Ужаснее зрелища мне не доводилось видеть ни в Будапеште, ни где-либо еще. В ответ на мои робкие призывы животные стали подниматься со своего перепоганенного лежбища, но, едва став на лапы, тут же снова повалились, сбившись в беспорядочную кучку. Даже Дьёрдь и тот был шокирован представшей перед нами картиной. Окаменев, он взирал на несчастных животных – живое воплощение благородного возмущения. И это пропитанное кошачьей уриной ложе Мария решила избрать в качестве нашего свадебного, пронеслось у меня в голове.
А где же она сама?
По пути в кухню мне пришлось вновь миновать коридор, на освещенном конце которого до сих пор виднелся силуэт будто обратившегося в камень приват-доцента.
– Идите сюда, помогите же! – крикнул я ему. – Посмотрите, что здесь делается!
Однако этот устрашенный или заторможенный тип, по-видимому, счел мою панику дурью.
– А что случилось? – недоумевал он. – И чем я могу помочь?

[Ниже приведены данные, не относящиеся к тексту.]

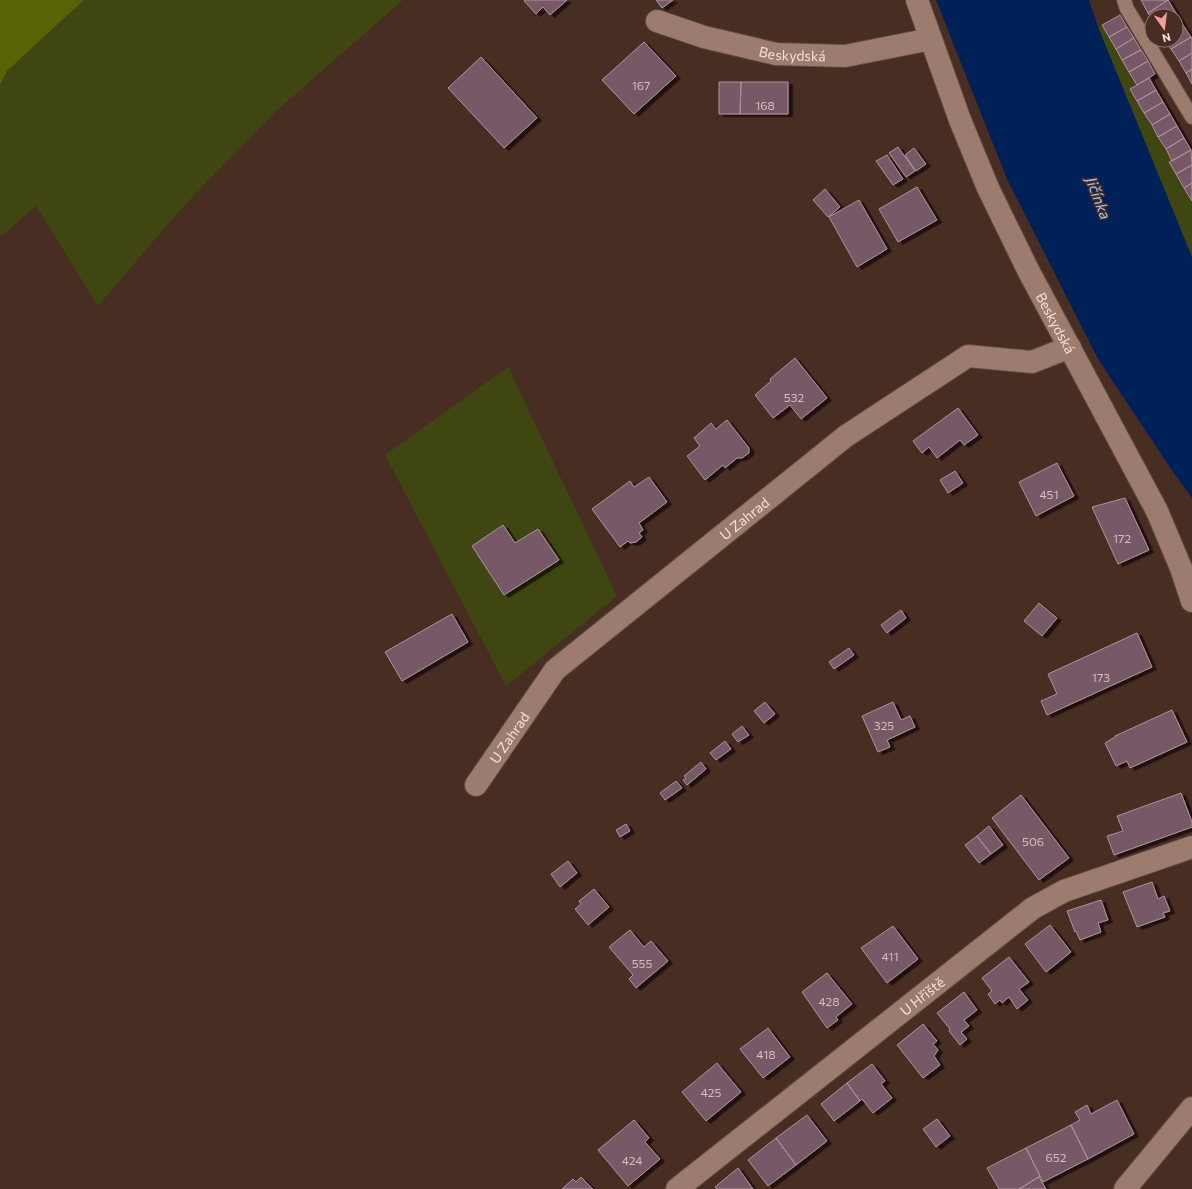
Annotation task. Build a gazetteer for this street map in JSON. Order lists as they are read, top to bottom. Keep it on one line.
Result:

Я вынужден был пройти мимо всех представителей соцреализма в литературе к дверям и силой затащить близорукого приват-доцента в логово врага, поскольку он, о чем позже сам мне признался, принял происходящее за подлую и коварную инсценировку, устроенную спецслужбой – ее сотрудники, воспользовавшись отсутствием доцента, вполне могли проникнуть и в его квартиру, получив, таким образом, возможность вволю порыться в его герменевтических писаниях, которые беззащитно – именно так он и выразился! – лежали в его комнате. Тем не менее толкователь древних текстов продемонстрировал готовность помочь мне разобраться с несчастными кошками, хотя толку от него все равно было мало. По прошествии какого-то времени мы отмыли кошек от грязи, накормили моей любимой рыбой и разместили в пустом ящике от письменного стола у батареи отопления, предварительно освободив его от бумаг, принадлежавших мастеру социалистических сонетов.
Укутанные в полотенца кошки любопытно взирали на наши продиктованные не одним лишь милосердием, но и изрядной долей тщеславия усилия по наведению порядка в квартире. Белье и покрывало были сняты и выброшены на уставленный ящичной тарой для винных бутылок балкон. Но поскольку мы решили заняться наведением порядка основательно и прекрасно сработались, не останавливаясь на достигнутом, то спровадили на балкон и белье, и покрывало, а за ними и матрац. Ничего, пусть как следует проветрится на свежем будапештском воздухе. Господин Бела, так просил называть себя герменевтик, с энтузиазмом отдался деятельности, так что мне не составило труда уговорить его перетащить всю раздражавшую меня утварь в спальню, в результате чего в гостиной остались лишь кресла, диванный столик и опустевший письменный стол. Интерьер приобрел хоть и спартанский, но вполне жилой вид. Покончив с этим, мы извлекли из холодильника две бутылки токайского и, не снимая пальто, устроились в креслах. Дьёрдю была выдана банка болгарских сардин в масле, господин Бела сбегал за своей трубкой, я же решил угоститься гаванской сигарой из коробки на книжной полке. Кто из нас мог бы подумать, что вечер завершится столь удачно?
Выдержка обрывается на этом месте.